La noticia se propagó como un relámpago a través de cada calle y callejón del pueblo.
—Pues al final sí que ha estirado la pata —comentó doña Carmela, asomando la cabeza por la puerta con aspecto somnoliento. El cerco negruzco de rímel del día anterior se le había quedado pegado en las arrugas de debajo de los ojos.
—¡Descanse en paz! —replicó la vecina de enfrente vestida con una bata, y se santiguó.
—Ya decían que no se encontraba bien —se entrometió otra desde el balcón—. Hacía tiempo que no se la veía por ahí.
—Los bronquios, he oído decir —puntualizó una mujerona que estaba barriendo el umbral de su casa.
—Tenía la enfermedad de los carteros —explicó la del balcón—. ¿Os acordáis de Ferruccio? Él también murió joven.
Doña Carmela hizo una mueca.
—Voy a planchar el vestido de las fiestas —dijo. Y volvió a entrar.
En otra casa no demasiado distante, donde terminaba el núcleo habitado y comenzaban los olivares, Giovanna estaba sentada a la mesa de la cocina y derramaba lágrimas sobre una postal fechada el 22 de mayo de 1936. La dobló por la mitad, se la metió en el hueco de los senos y salió.

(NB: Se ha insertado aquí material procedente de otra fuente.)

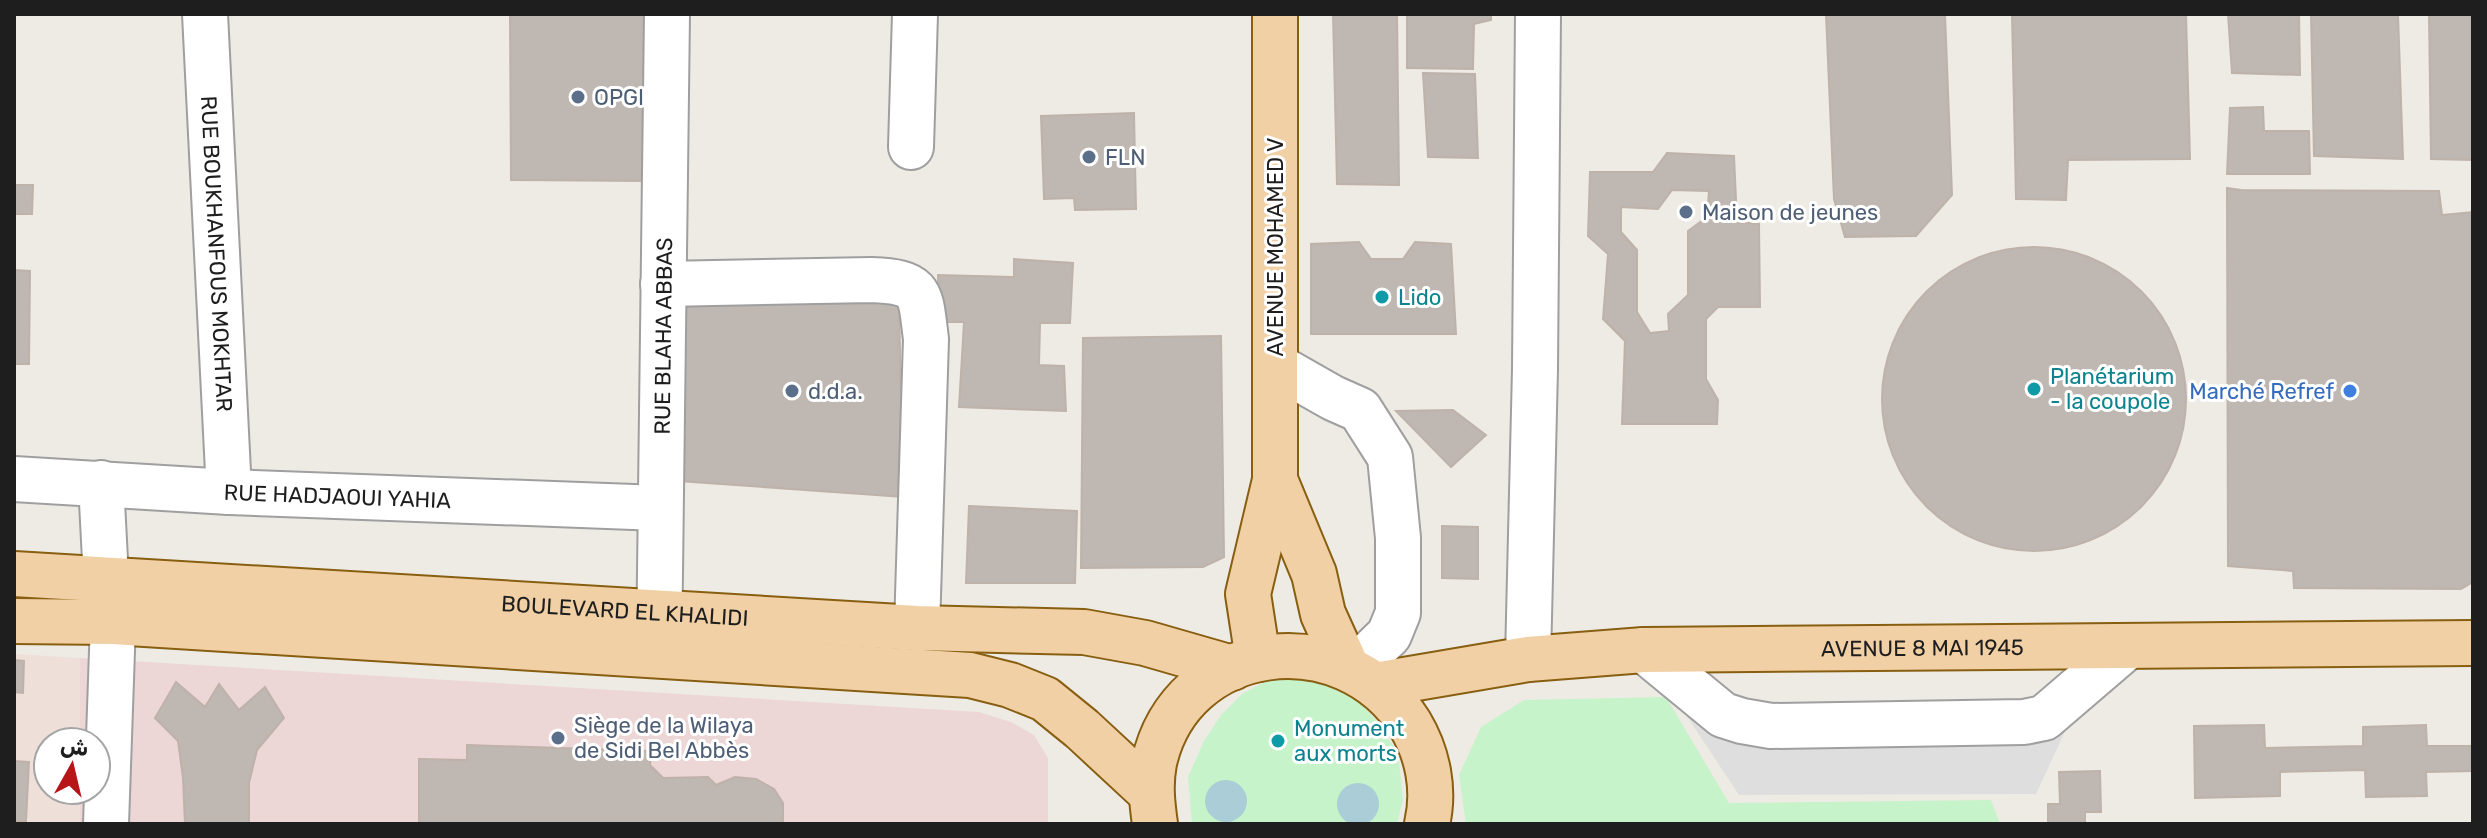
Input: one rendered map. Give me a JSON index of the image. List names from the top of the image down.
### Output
{
  "streets": {
    "main road": ["AVENUE MOHAMED V", "BOULEVARD EL KHALIDI", "AVENUE 8 MAI 1945"],
    "street": ["RUE BOUKHANFOUS MOKHTAR", "RUE BLAHA ABBAS", "RUE HADJAOUI YAHIA"]
  },
  "crossings": [
    ["RUE BOUKHANFOUS MOKHTAR", "RUE HADJAOUI YAHIA"],
    ["RUE BLAHA ABBAS", "RUE HADJAOUI YAHIA"],
    ["RUE BLAHA ABBAS", "BOULEVARD EL KHALIDI"]
  ],
  "places": [
    "OPGI",
    "FLN",
    "Maison de jeunes",
    "Lido",
    "Planétarium - la coupole",
    "d.d.a.",
    "Marché Refref",
    "Siège de la Wilaya de Sidi Bel Abbès",
    "Monument aux morts"
  ],
  "north": "top"
}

Según las últimas voluntades de Anna, el velatorio se había dispuesto en el jardín de granados y albahaca, en la parte trasera de la casa. El mortero, que se trajo desde Liguria hacía casi treinta años, se lo habían puesto al lado del féretro, en el que había dos pares de calcetines de recién nacido, uno rosa y otro azul, y el anillo de boda de Carlo, que Anna había insistido en llevar consigo, colocado en el dedo encima de su alianza. No necesitaba nada más para despedirse de la vida, dijo pocas horas antes de expirar. Roberto se balanceaba cerca del ataúd, fumando un Nazionali sin filtro tras otro. Su mujer, Maria, estaba sentada en una de las sillas de mimbre que hacían de escudo al féretro, pero no dejaba de moverse. La tripa de nueve meses la estaba haciendo sudar de manera desmesurada; si era una niña, iba a llamarla Anna, como había prometido.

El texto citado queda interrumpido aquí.